__Exercise data__:

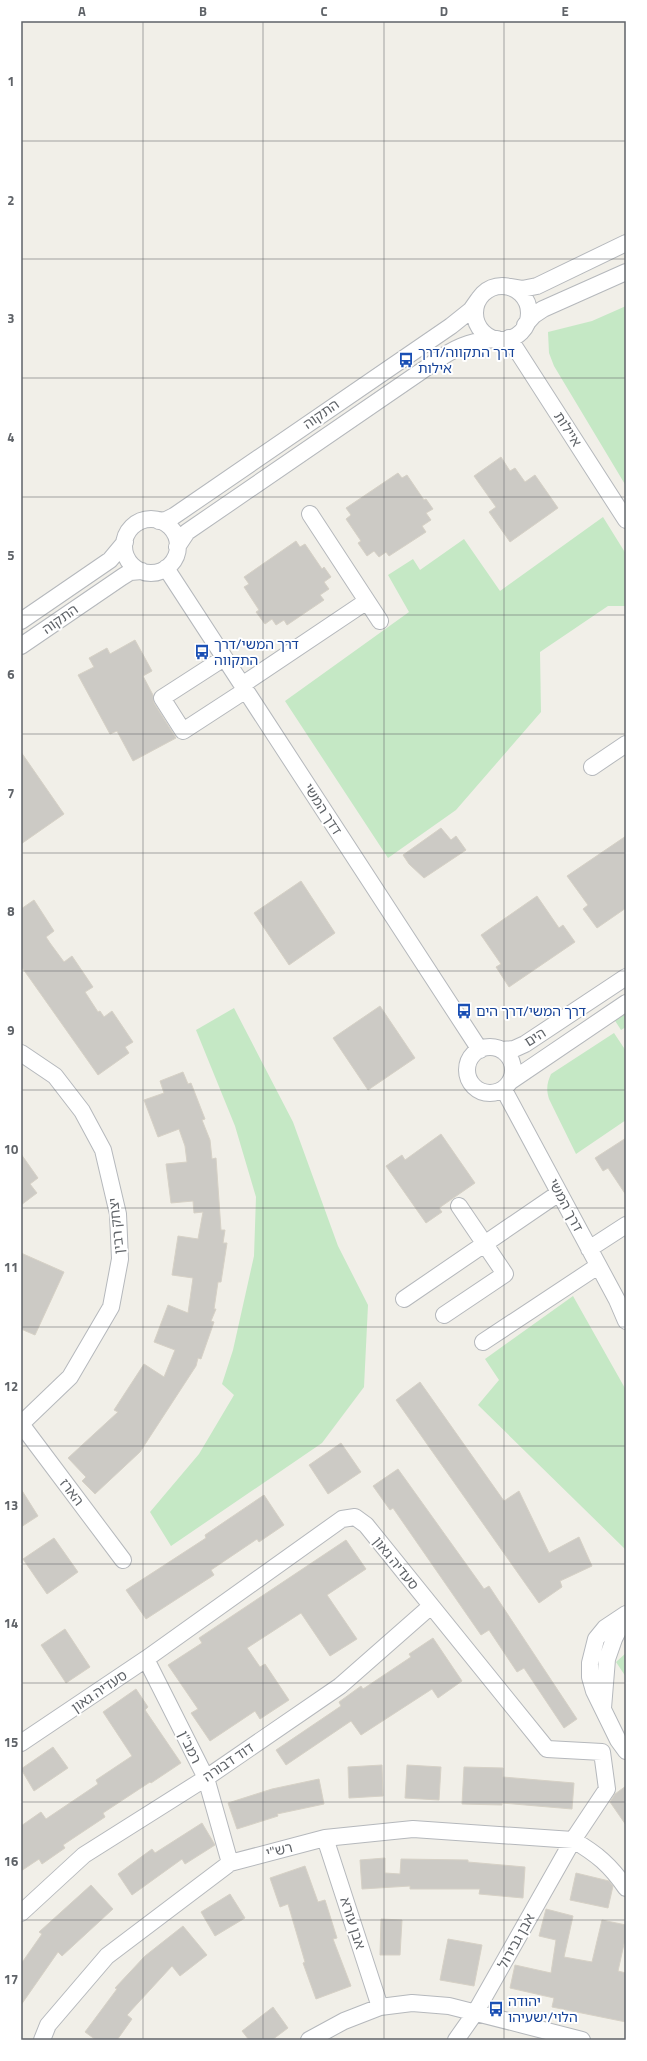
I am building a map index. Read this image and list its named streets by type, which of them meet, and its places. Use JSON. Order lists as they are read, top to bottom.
{
  "streets": {
    "street": [
      "התקוה",
      "איילות",
      "דדך המשי",
      "הים",
      "דרך המשי",
      "יצחק רבין",
      "הארז",
      "סעדיה גאון",
      "רמב\"ן",
      "דוד דבורה",
      "רש\"י",
      "אבן עזרא",
      "אבן גבירול"
    ]
  },
  "crossings": [
    ["התקוה", "איילות"],
    ["התקוה", "דדך המשי"],
    ["דדך המשי", "הים"],
    ["דדך המשי", "דרך המשי"],
    ["הים", "דרך המשי"],
    ["יצחק רבין", "הארז"],
    ["סעדיה גאון", "רמב\"ן"],
    ["סעדיה גאון", "דוד דבורה"],
    ["סעדיה גאון", "רש\"י"],
    ["סעדיה גאון", "אבן גבירול"],
    ["רמב\"ן", "דוד דבורה"],
    ["רמב\"ן", "רש\"י"],
    ["רש\"י", "אבן עזרא"],
    ["רש\"י", "אבן גבירול"]
  ],
  "places": {
    "bus stop": [
      "דרך התקווה/דרך אילות",
      "דרך המשי/דרך התקווה",
      "דרך המשי/דרך הים",
      "יהודה הלוי/ישעיהו"
    ]
  },
  "grid": {
    "columns": [
      "A",
      "B",
      "C",
      "D",
      "E"
    ],
    "rows": [
      "1",
      "2",
      "3",
      "4",
      "5",
      "6",
      "7",
      "8",
      "9",
      "10",
      "11",
      "12",
      "13",
      "14",
      "15",
      "16",
      "17"
    ]
  }
}
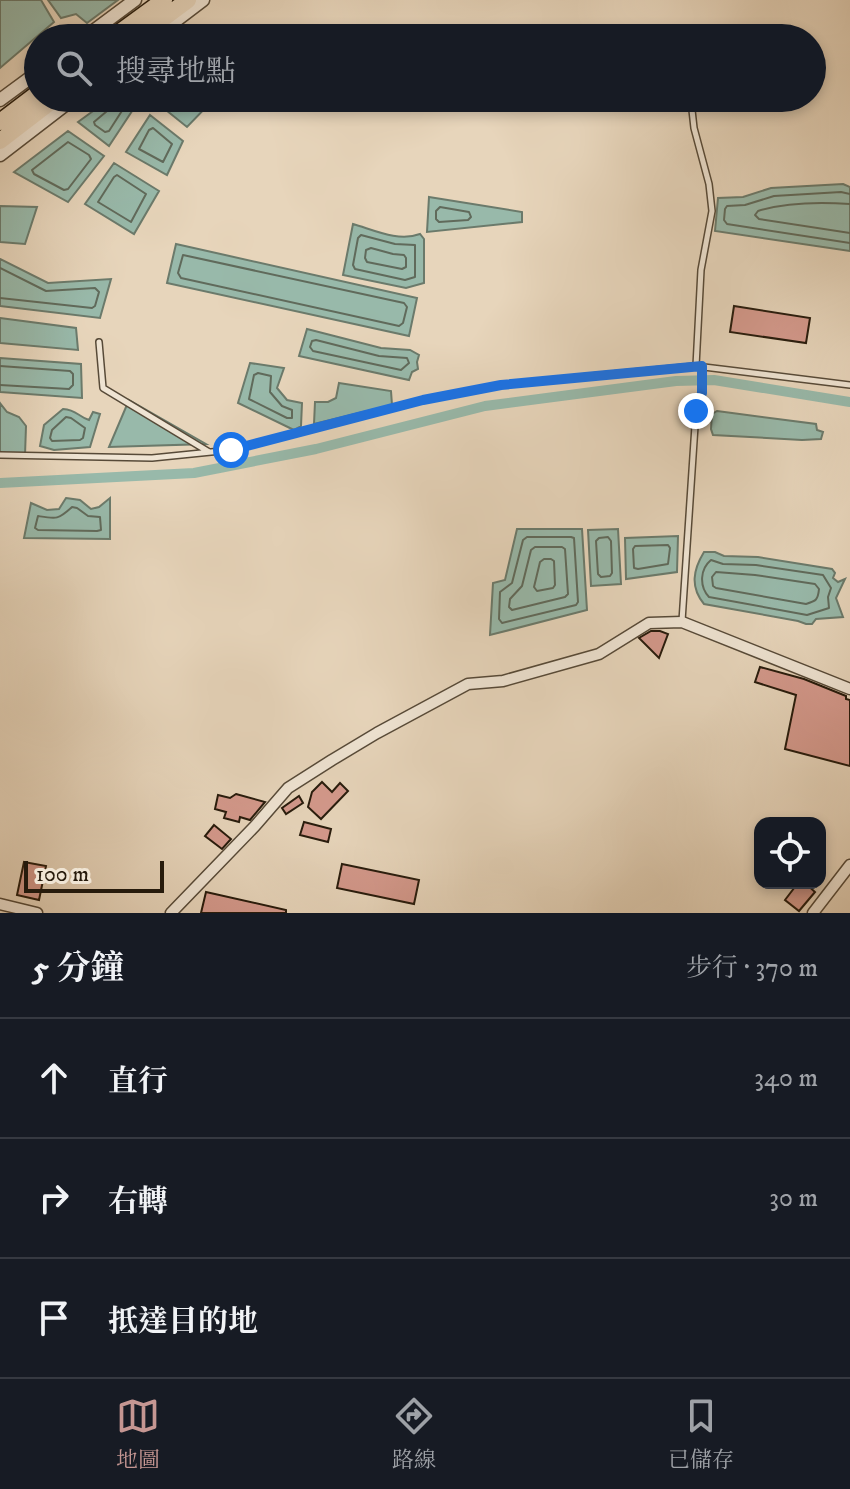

__What the task requires__: The answer must be the data above, repeated exactly, with no pictures.

__Output for this task__:
I am building a map index. Read this image and list its named streets by type, which of them meet, and its places. Use JSON. Order lists as they are read, top to bottom.
{
  "streets": {
    "street": [
      "התקוה",
      "איילות",
      "דדך המשי",
      "הים",
      "דרך המשי",
      "יצחק רבין",
      "הארז",
      "סעדיה גאון",
      "רמב\"ן",
      "דוד דבורה",
      "רש\"י",
      "אבן עזרא",
      "אבן גבירול"
    ]
  },
  "crossings": [
    ["התקוה", "איילות"],
    ["התקוה", "דדך המשי"],
    ["דדך המשי", "הים"],
    ["דדך המשי", "דרך המשי"],
    ["הים", "דרך המשי"],
    ["יצחק רבין", "הארז"],
    ["סעדיה גאון", "רמב\"ן"],
    ["סעדיה גאון", "דוד דבורה"],
    ["סעדיה גאון", "רש\"י"],
    ["סעדיה גאון", "אבן גבירול"],
    ["רמב\"ן", "דוד דבורה"],
    ["רמב\"ן", "רש\"י"],
    ["רש\"י", "אבן עזרא"],
    ["רש\"י", "אבן גבירול"]
  ],
  "places": {
    "bus stop": [
      "דרך התקווה/דרך אילות",
      "דרך המשי/דרך התקווה",
      "דרך המשי/דרך הים",
      "יהודה הלוי/ישעיהו"
    ]
  },
  "grid": {
    "columns": [
      "A",
      "B",
      "C",
      "D",
      "E"
    ],
    "rows": [
      "1",
      "2",
      "3",
      "4",
      "5",
      "6",
      "7",
      "8",
      "9",
      "10",
      "11",
      "12",
      "13",
      "14",
      "15",
      "16",
      "17"
    ]
  }
}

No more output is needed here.